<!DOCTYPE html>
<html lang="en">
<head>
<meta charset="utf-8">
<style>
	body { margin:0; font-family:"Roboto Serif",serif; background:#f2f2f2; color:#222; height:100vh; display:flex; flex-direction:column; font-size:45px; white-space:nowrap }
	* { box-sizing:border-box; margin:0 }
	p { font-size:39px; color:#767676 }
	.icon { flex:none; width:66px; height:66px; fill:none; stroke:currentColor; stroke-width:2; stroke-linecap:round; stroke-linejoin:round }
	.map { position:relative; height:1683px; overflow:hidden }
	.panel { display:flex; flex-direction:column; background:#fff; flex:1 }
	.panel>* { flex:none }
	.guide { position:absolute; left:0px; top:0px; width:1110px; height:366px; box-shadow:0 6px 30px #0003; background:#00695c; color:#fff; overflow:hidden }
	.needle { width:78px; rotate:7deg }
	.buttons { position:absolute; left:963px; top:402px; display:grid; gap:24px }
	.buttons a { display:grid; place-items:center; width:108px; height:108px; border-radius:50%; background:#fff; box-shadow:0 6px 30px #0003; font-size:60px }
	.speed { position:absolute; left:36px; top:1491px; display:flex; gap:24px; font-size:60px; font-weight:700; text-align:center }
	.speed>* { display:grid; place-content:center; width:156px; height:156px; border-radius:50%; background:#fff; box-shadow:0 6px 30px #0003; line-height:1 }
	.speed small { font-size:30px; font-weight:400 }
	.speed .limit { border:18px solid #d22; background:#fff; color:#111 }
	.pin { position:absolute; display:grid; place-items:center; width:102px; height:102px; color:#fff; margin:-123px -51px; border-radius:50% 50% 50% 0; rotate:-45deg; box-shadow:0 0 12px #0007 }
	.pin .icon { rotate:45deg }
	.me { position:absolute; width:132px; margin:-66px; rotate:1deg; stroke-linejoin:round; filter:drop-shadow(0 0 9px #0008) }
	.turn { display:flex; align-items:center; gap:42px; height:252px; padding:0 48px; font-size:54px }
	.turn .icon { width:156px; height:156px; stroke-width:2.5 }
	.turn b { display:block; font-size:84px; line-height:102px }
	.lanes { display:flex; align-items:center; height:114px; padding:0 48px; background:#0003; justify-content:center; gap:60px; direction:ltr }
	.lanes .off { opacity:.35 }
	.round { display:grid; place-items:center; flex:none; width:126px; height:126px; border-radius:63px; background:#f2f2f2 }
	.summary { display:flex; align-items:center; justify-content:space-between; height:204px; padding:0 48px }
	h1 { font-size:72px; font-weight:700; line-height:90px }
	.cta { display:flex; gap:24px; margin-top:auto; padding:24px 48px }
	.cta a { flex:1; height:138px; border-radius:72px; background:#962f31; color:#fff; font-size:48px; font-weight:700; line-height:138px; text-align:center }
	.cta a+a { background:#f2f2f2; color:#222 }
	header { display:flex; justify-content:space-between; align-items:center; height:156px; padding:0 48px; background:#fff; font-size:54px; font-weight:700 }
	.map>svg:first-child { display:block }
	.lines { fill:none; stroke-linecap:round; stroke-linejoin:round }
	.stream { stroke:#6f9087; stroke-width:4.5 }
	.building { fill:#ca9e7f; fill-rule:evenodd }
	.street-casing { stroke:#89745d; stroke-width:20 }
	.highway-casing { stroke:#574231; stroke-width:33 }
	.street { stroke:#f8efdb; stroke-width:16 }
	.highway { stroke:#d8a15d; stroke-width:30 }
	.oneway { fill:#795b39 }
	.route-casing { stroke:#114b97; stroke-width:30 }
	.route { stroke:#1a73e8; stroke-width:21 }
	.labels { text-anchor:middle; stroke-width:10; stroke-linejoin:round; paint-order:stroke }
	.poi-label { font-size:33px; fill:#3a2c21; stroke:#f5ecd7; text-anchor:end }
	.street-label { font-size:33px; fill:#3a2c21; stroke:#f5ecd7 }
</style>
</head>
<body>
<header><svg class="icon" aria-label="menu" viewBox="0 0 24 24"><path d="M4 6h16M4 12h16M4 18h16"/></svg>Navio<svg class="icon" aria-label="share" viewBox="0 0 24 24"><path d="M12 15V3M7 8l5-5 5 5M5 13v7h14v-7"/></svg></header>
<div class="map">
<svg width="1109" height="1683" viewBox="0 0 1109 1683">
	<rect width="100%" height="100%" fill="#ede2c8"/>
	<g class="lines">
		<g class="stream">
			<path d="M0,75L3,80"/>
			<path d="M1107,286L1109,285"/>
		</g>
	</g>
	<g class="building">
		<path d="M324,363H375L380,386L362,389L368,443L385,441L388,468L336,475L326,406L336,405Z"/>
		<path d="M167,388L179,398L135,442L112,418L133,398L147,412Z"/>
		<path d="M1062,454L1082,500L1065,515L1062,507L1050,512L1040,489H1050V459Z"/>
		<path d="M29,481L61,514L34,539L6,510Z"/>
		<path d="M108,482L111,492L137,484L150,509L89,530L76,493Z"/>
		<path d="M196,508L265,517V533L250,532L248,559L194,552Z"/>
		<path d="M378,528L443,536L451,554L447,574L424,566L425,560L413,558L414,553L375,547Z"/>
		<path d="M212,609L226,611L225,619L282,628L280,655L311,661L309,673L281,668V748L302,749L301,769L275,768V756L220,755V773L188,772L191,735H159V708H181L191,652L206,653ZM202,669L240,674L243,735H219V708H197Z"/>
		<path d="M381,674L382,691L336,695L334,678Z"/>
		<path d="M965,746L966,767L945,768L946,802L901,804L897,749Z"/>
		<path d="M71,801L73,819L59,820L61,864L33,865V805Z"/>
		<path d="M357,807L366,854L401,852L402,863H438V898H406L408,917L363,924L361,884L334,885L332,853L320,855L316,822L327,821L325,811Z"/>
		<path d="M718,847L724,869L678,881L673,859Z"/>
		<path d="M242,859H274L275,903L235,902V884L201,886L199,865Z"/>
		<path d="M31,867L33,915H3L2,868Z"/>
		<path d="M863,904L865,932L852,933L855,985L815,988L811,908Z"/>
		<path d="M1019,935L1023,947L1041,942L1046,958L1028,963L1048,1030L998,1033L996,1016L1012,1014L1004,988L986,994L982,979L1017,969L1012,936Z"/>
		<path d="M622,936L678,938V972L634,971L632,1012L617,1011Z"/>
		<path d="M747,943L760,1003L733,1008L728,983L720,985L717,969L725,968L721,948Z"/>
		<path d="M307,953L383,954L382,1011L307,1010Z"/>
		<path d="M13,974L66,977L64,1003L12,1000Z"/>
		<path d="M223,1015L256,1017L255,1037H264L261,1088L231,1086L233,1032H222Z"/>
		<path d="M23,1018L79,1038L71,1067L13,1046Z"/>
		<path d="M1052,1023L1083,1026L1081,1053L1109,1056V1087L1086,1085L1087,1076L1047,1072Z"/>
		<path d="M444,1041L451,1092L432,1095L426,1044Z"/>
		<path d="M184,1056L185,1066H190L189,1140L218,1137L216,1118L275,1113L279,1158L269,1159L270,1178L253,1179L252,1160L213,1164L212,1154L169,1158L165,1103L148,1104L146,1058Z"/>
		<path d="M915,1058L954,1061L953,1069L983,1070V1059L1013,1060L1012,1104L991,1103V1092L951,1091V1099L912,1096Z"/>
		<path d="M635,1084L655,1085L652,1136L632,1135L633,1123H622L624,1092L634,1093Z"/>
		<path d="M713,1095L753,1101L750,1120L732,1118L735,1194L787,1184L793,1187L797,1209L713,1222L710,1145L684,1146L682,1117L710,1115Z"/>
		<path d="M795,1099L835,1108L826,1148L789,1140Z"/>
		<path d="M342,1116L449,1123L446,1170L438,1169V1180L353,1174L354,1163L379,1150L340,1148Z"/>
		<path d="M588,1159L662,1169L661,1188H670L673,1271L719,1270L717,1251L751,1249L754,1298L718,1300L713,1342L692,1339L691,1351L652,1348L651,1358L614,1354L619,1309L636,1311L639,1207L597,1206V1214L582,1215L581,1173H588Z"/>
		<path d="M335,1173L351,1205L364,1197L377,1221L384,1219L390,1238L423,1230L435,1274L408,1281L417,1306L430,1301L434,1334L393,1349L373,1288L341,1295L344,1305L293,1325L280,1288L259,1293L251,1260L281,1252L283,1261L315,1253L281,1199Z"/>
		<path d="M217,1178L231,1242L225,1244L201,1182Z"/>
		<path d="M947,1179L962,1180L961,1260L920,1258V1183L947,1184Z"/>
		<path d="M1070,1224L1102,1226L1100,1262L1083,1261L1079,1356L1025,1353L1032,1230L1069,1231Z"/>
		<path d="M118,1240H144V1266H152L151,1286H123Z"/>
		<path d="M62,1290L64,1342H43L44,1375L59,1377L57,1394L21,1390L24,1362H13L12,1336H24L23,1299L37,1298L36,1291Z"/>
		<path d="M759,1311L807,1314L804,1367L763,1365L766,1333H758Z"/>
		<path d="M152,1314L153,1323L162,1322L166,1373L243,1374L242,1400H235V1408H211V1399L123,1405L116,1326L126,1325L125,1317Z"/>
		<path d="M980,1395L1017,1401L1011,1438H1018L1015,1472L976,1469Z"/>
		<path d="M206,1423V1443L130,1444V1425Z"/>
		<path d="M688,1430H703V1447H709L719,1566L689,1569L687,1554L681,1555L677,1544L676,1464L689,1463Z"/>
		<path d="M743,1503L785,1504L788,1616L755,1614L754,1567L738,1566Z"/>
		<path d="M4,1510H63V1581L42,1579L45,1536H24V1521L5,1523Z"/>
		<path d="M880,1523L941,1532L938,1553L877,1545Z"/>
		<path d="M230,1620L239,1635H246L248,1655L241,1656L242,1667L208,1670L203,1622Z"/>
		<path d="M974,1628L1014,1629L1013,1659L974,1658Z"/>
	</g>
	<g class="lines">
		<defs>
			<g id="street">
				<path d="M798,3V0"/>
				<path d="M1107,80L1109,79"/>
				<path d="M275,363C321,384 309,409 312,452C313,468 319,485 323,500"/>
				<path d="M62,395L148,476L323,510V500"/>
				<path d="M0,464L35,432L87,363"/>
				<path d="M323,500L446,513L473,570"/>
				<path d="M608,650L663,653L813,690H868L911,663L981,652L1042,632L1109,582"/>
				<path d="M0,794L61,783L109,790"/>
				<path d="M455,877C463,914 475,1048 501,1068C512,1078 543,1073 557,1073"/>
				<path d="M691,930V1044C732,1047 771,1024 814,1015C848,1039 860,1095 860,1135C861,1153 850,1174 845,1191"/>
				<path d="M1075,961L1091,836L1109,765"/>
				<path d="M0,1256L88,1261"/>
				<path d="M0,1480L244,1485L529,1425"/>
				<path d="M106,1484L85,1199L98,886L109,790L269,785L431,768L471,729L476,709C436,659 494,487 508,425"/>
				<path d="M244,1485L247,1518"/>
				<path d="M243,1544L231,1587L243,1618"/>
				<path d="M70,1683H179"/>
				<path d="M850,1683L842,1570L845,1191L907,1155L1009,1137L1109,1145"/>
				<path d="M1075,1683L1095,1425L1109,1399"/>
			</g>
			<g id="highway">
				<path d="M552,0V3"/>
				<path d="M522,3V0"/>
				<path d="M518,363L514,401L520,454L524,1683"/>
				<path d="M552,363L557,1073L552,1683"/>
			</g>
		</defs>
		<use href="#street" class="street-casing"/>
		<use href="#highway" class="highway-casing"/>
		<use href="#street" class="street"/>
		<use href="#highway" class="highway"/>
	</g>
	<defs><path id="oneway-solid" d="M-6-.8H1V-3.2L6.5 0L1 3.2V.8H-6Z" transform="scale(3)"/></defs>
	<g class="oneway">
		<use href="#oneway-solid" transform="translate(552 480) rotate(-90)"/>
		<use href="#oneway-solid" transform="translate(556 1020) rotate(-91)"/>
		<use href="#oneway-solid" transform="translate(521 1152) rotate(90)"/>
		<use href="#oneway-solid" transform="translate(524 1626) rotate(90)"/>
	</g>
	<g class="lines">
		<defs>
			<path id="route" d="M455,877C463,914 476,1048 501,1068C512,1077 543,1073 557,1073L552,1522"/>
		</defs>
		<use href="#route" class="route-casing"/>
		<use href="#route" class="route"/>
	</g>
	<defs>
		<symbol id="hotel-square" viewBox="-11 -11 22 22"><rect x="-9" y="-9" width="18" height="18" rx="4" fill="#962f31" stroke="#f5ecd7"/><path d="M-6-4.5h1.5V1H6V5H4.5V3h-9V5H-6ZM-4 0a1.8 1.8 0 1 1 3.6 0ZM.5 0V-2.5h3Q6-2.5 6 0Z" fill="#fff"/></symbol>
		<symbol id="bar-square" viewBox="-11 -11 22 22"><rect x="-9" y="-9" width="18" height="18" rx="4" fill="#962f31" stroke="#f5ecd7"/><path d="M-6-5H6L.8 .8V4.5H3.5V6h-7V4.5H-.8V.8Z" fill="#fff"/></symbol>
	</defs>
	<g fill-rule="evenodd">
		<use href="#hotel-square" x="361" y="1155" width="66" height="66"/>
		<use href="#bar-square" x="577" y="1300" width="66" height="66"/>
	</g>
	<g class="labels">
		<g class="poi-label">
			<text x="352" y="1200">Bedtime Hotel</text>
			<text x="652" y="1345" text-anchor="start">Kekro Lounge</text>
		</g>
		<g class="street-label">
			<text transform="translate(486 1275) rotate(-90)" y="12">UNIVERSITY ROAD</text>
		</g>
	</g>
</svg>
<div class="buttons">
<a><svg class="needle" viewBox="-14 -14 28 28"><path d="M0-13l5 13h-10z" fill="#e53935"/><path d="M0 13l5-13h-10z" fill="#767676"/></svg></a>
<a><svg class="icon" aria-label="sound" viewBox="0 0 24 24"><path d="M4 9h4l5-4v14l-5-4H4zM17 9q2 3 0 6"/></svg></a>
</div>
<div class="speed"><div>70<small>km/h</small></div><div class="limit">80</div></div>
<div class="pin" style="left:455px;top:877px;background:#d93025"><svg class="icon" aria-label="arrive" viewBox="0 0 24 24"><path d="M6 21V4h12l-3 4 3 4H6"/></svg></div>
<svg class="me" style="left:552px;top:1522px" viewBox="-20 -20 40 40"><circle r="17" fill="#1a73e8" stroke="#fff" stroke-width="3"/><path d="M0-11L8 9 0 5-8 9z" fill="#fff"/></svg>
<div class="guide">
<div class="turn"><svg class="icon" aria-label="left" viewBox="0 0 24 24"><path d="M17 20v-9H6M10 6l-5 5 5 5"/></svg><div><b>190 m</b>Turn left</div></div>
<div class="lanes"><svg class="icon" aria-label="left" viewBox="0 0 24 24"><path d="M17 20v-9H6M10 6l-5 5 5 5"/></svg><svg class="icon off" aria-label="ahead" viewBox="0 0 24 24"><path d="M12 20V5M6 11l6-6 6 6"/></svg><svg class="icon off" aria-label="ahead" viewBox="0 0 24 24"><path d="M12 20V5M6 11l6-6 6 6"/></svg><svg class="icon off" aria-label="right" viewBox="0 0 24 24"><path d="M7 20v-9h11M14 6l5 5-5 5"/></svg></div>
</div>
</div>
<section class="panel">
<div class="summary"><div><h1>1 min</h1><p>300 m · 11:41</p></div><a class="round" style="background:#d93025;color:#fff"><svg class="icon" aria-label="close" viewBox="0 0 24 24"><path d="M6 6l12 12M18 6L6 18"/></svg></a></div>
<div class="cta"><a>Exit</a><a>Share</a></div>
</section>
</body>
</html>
******************************
Exercise prompt: Copy, from the lines above, each one that holds "absolute".

Solution:
	.guide { position:absolute; left:0px; top:0px; width:1110px; height:366px; box-shadow:0 6px 30px #0003; background:#00695c; color:#fff; overflow:hidden }
	.buttons { position:absolute; left:963px; top:402px; display:grid; gap:24px }
	.speed { position:absolute; left:36px; top:1491px; display:flex; gap:24px; font-size:60px; font-weight:700; text-align:center }
	.pin { position:absolute; display:grid; place-items:center; width:102px; height:102px; color:#fff; margin:-123px -51px; border-radius:50% 50% 50% 0; rotate:-45deg; box-shadow:0 0 12px #0007 }
	.me { position:absolute; width:132px; margin:-66px; rotate:1deg; stroke-linejoin:round; filter:drop-shadow(0 0 9px #0008) }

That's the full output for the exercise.